Who gave this lamentable advice? One imagines some faceless bureaucrat who has never even gone on community radio. Mr Adams and his friends are on television every day and they knew how this would "play" on screens all over the world.
The Sinn Fein leader spoke in measured tones, faltering only when the officials indicated they were speaking on behalf of both governments. The media scrum behind him grew more excited a bleak cold day was yielding a hot story.
The civil service "flak catchers" repeated their mantra as Adams pressed his case. It was all very theatrical and "tellyvisually" of benefit to the media, he said, but Sinn Fein was a serious political party with a democratic mandate.
The "killer line" in Mr Adams's attempt to gain entry was "We're being denied the right to go in and talk about peace." That's the one the world's media would pick up.
He said his party had helped to create and sustain the peace process and now the two governments were treating Sinn Fein voters as second class citizens.
Adams finished on a note of finely honed contempt when he told the men in suits that he knew they were "only acting here as messenger boys".
He found it "strange" that they said they were representing the Irish Government as well as the British. More will be heard on that score.
Seasoned journalists shook their heads afterwards and wondered why the republicans couldn't have been admitted to an ante room where some bureaucrats could have served them tea and buns and listened sympathetically to their views.
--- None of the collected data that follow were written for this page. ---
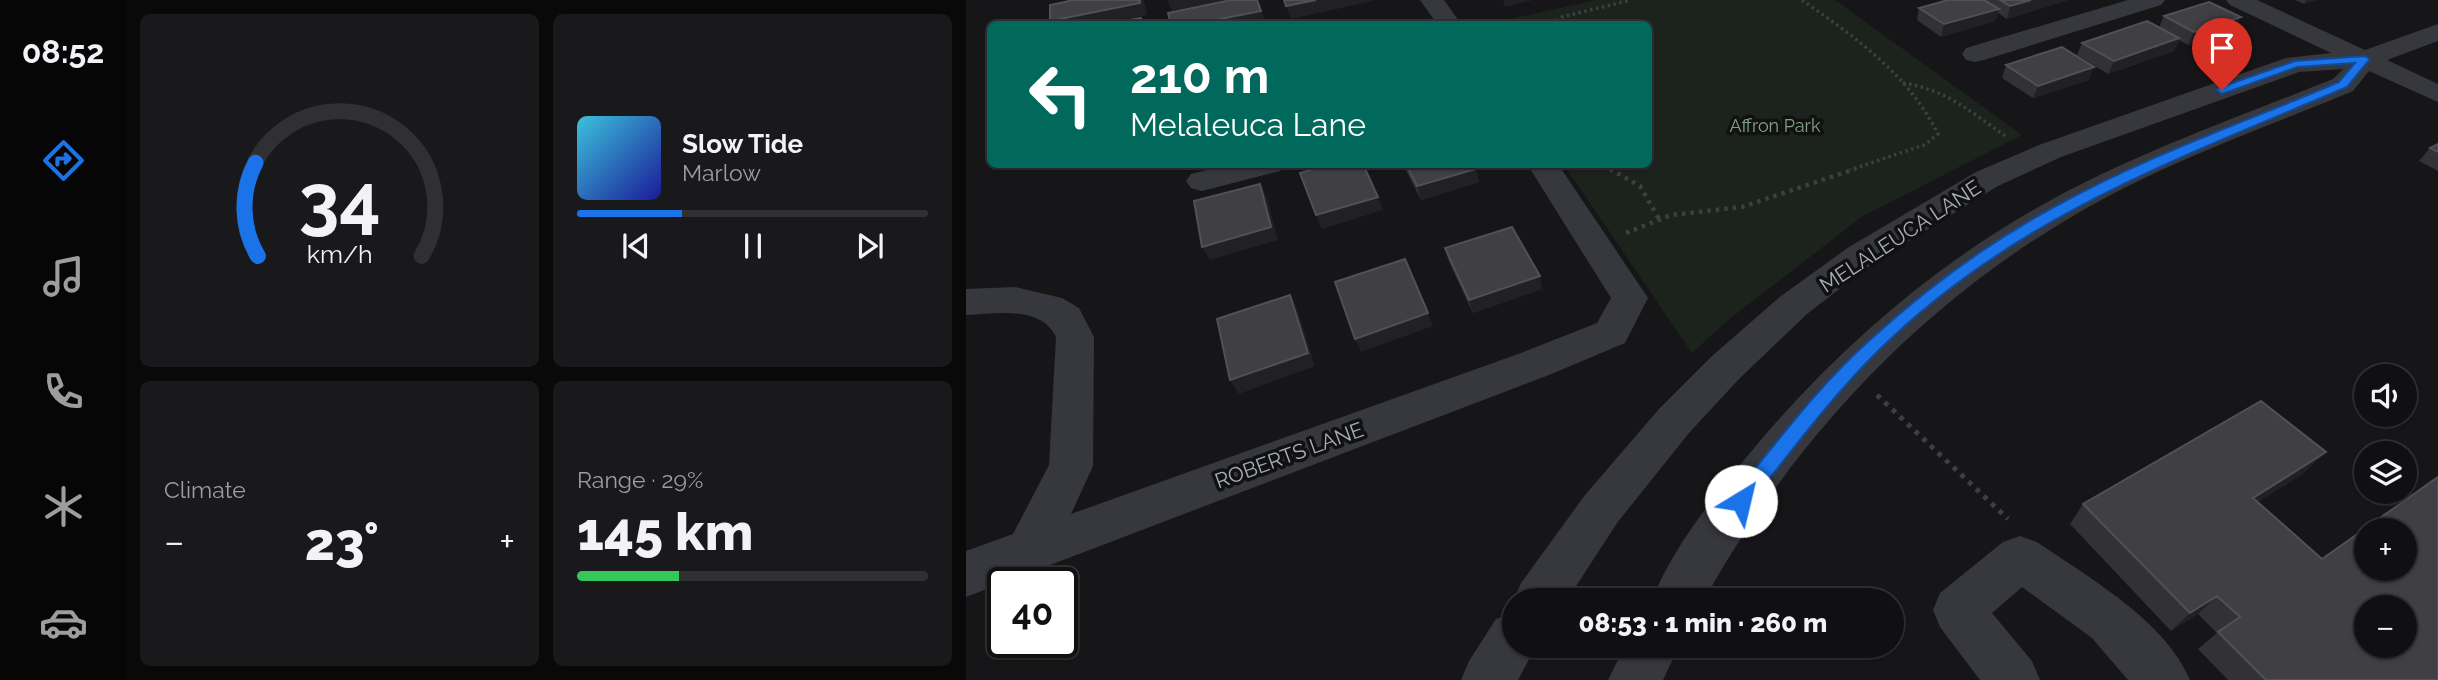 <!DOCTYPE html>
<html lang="en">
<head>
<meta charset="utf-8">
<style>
  body { margin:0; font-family:Raleway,sans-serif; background:#19191b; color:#f1f3f6; height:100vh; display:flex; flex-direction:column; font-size:26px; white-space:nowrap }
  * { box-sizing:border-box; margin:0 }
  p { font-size:23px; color:#9c9d9f }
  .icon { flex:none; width:38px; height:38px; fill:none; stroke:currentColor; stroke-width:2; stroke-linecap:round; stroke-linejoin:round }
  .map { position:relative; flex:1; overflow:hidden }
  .sheet { display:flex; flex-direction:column; gap:14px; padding:14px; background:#09090a; width:840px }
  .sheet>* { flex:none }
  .top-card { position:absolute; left:21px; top:21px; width:665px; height:147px; border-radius:10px; box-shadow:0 2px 5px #0004,0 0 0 2px #303032; background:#00695c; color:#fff; overflow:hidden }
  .controls { position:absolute; left:1388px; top:364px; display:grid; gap:14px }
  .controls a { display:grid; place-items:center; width:63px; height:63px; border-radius:50%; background:#101012; box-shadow:0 2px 5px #0004,0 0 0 2px #303032; font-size:35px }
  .speed { position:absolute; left:21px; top:567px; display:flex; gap:14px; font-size:35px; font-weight:700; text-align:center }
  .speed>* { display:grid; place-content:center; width:91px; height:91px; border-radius:50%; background:#101012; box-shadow:0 2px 5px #0004,0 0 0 2px #303032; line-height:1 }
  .speed .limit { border:4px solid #111; border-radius:10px; background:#fff; color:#111 }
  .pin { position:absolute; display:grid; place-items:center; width:60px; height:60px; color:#fff; margin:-72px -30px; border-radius:50% 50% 50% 0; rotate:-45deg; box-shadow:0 0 7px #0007 }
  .pin .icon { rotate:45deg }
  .me { position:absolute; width:77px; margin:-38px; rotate:36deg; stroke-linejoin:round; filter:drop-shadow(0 0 5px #0008) }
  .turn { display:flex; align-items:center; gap:24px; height:147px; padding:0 28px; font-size:32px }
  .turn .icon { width:91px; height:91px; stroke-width:2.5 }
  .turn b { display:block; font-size:49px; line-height:60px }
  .big { font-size:52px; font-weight:800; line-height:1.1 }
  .sheet .card { flex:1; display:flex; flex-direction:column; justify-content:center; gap:10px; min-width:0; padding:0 24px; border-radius:10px; background:#19191b }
  .sheet .dial { align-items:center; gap:0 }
  .dial svg { height:182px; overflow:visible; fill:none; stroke:#303032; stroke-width:7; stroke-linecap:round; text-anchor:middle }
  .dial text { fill:#f1f3f6; stroke:none }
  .song { display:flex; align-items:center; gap:21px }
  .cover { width:84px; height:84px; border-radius:10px; background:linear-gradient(135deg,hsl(190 70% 55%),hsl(240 70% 35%)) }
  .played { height:7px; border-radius:4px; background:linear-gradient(90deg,#1a73e8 30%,#303032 30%) }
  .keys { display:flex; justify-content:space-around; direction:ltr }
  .heat { display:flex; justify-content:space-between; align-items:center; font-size:38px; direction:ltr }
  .charge { height:10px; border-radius:5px; background:linear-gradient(90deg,#34c759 29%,#303032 0) }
  .sheet .tiles { flex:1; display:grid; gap:14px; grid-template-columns:repeat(2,1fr) }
  .trip { position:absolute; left:536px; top:588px; width:402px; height:70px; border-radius:35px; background:#101012; box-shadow:0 2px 5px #0004,0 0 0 2px #303032; font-weight:800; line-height:70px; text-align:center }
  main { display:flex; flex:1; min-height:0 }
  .dock { display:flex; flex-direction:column; width:126px; justify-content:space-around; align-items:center; background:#060607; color:#9c9d9f }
  .dock .icon { width:49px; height:49px }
  .dock .current { color:#1a73e8 }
  .dock b { font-size:32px; color:#f1f3f6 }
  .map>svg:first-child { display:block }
  .green { fill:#1c231d }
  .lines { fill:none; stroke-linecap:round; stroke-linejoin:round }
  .path-far2 { stroke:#3d3f44; stroke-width:3.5; stroke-dasharray:2.5 3.5; stroke-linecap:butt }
  .path-far1 { stroke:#3d3f44; stroke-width:4.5; stroke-dasharray:3.5 5; stroke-linecap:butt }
  .path { stroke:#3d3f44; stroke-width:5; stroke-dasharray:4.5 6; stroke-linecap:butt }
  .minor { fill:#37383d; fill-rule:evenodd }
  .wall { fill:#323236 }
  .shaded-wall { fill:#212124 }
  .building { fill:#3f3f44; stroke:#4f5156; stroke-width:2; fill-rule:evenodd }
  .route { fill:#1a73e8; stroke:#114b97; stroke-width:2 }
  .labels { text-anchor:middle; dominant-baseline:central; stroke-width:7; stroke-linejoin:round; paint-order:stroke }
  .far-park-label { font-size:18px; fill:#7fa381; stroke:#111113 }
  .street-label { font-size:21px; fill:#a8adb8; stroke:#111113 }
</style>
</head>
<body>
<main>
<nav class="dock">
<b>08:52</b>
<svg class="icon current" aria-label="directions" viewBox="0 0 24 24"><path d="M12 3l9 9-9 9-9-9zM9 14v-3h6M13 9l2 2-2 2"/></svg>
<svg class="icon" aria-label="music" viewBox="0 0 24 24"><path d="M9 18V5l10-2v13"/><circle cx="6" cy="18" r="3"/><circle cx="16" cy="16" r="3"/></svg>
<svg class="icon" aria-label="phone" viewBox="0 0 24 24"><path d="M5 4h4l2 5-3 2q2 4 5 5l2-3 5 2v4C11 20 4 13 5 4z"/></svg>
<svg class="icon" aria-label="climate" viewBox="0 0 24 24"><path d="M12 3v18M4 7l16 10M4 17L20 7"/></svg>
<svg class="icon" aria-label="car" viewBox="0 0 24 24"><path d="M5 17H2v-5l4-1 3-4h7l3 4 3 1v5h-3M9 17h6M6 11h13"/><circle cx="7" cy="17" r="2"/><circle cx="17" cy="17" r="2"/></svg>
</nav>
<section class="sheet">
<div class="tiles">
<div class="card dial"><svg viewBox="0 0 100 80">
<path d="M14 69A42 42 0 1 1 86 69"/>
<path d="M14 69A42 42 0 0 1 13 28" stroke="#1a73e8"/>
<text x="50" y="56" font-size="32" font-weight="700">34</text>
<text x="50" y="72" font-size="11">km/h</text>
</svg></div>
<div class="card">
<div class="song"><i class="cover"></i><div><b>Slow Tide</b><p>Marlow</p></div></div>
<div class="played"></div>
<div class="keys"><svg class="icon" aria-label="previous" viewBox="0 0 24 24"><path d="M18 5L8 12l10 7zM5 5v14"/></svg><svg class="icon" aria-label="pause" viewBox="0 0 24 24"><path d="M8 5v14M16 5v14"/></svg><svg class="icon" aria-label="next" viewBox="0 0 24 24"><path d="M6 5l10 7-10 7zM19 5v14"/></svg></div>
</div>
<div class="card"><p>Climate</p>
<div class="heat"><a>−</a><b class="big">23°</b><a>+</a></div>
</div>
<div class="card"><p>Range · 29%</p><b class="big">145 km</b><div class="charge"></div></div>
</div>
</section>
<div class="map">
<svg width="1472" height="680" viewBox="0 0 1472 680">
  <rect width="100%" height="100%" fill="#161618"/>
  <path class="green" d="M630,0H869L1056,135L897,216L762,320L726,353L598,165L682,164V24H522Z"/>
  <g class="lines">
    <path class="path-far2" d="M836,0C890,38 942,74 972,134L958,145L884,170
      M585,24L596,17L665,0
      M937,83C982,90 1004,112 1041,137
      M636,164L647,170"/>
    <path class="path-far1" d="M644,169L674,186L693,219
      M660,233L705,215L776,207L889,169"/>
    <path class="path" d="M911,395L1042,519"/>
    <path class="minor" d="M454,0H478L495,24H471Z
      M1162,0H1199L1195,5L1018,60L1009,62L1000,60L996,54L1000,48Z
      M1260,0H1291L1399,50L1472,24V41L1421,60L1472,84V102L1403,71L1387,91C1293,130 1195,164 1107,216C951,307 825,443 738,600H686C707,546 752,491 789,447C872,348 971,262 1085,200C1175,151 1273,117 1367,79L1377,69L1333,72L1095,157L1032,186L907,263L841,314L773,379L723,433L651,523L601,600H548L555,583L619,495L693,409L745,357L815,296L883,247L1010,172L1073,145L1320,58L1365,53L1264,5Z
      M264,164H318L314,171L236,191L225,188L220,181L225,174Z
      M561,164H592L682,298L659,343L583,375L0,597V551L47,534L83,465L90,337C75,305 29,314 0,315V289L49,287L96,298L113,308L128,337L127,466L105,514L555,353L631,323L645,298Z
      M1054,536L1071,542C1123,578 1199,620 1224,680H1162L1126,638L1056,587L1026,613L1066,661L1074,680H1014L974,627L967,610L974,593L1037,542Z
      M548,612V646H570L552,680H495L503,661L530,619Z
      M659,646H713L697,680H642Z"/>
  </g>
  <path class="wall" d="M982,0H1102L1041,19L1032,13L1029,21L975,37L951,20L953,8Z
    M1329,0H1350L1338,4Z
    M1198,16L1268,30L1222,45L1213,40L1208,51L1142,74L1111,55L1116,43L1193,27Z
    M1040,65L1123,80L1067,98L1036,78Z
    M1472,144V171L1453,161L1464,148Z
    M437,164H507L513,182L455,200Z
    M479,248L574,276L576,289L507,313L483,262Z
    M1339,472L1292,502L1472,680H1262L1232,649L1251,633L1232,614L1205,631L1104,524L1117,504Z"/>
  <path class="shaded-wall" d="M174,0H178L181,15L134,24H87L84,21Z
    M201,0H258L206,11Z
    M291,0L300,23L293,24H229Z
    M350,0H406L407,1L325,19L320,6Z
    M537,0H567L539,7Z
    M1065,0H1102L1041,19L1044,6Z
    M1340,0H1350L1338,4Z
    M1033,9L1029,21L975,37L978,24Z
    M1275,17L1268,30L1222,45L1228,32Z
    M1213,38L1208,51L1142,74L1148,61Z
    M1128,67L1123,80L1067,98L1072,86Z
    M510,169L513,182L455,200L451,186Z
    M294,184L301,197L312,240L244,260L236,247Z
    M412,197L417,210L356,229L350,215Z
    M574,276L576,289L507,313L503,300Z
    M324,295L331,308L349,366L273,394L264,380Z
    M462,313L467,326L395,352L389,339Z
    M1360,452L1339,472L1267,518L1287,498Z
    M1251,596L1232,614L1205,631L1224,613Z"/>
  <path class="building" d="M108,0H174V3L84,21V5Z
    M265,0H291L295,11L229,24H205L202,13Z
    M318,0H350L320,6Z
    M982,0H1018L1033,9L978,24L953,8Z
    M1034,0H1065L1044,6Z
    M1243,2L1275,17L1228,32L1198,16Z
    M175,18L176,24H141Z
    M1181,21L1213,38L1148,61L1116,43Z
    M1096,47L1128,67L1072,86L1040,65Z
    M1472,144V152L1464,148Z
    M365,164H397L412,197L350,215L334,173Z
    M440,164H507L510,169L451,186Z
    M294,184L305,227L236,247L228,201Z
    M546,227L574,276L503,300L479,248Z
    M439,259L462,313L389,339L369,282Z
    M324,295L342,353L264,380L251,319Z
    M1295,401L1360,452L1287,498L1356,559L1472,477V680H1300L1252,632L1274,617L1251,596L1224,613L1117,504ZM1400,530H1438V569H1400ZM1400,607H1438V646H1400Z"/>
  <path class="route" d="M1399,56L1404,59L1381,87C1211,159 1049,217 914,349C865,397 824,453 781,507L775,509L768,507L765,501L768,495C811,442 853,385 905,339C961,288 1023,242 1090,206C1180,156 1279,122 1373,82L1389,63L1331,67L1256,94L1250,90L1252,88L1329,61Z"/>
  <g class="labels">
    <g class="far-park-label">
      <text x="809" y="125">Affron Park</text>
    </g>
    <g class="street-label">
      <text transform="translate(934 236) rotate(-33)">MELALEUCA LANE</text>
      <text transform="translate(323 455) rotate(-20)">ROBERTS LANE</text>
    </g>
  </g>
</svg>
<div class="controls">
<a><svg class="icon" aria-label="sound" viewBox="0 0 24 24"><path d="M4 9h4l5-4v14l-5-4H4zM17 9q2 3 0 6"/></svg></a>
<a><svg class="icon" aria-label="layers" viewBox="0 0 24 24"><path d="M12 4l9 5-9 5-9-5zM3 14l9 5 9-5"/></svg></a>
<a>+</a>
<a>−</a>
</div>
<div class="speed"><div class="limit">40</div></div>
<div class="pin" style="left:1256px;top:90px;background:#d93025"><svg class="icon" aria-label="arrive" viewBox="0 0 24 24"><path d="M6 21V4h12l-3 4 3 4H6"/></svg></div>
<svg class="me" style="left:775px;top:501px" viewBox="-20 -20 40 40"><circle r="19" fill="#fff"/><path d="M0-13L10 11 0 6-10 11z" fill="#1a73e8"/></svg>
<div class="trip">08:53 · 1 min · 260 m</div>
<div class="top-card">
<div class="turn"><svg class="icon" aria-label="left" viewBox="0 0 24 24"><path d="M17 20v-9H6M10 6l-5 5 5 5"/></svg><div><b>210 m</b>Melaleuca Lane</div></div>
</div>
</div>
</main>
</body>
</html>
They might have created a scene but it would have been out of microphone and camera range.
The rest of the day was an anticlimax. Patrick Mayhew, Dick Spring, John Hume and Gary McMichael gave separate press conferences but it was clear they were all suffering from PPF (Peace Process Fatigue). The "Adams Family"had rained on their parade.
The main unionist parties didn't turn up at all and it was odd to see republicans knocking on the gates of Stormont while Orangemen stayed away.
With four parties inside and one outside, one wag dubbed the occasion "Four Arrivals and a Lockout."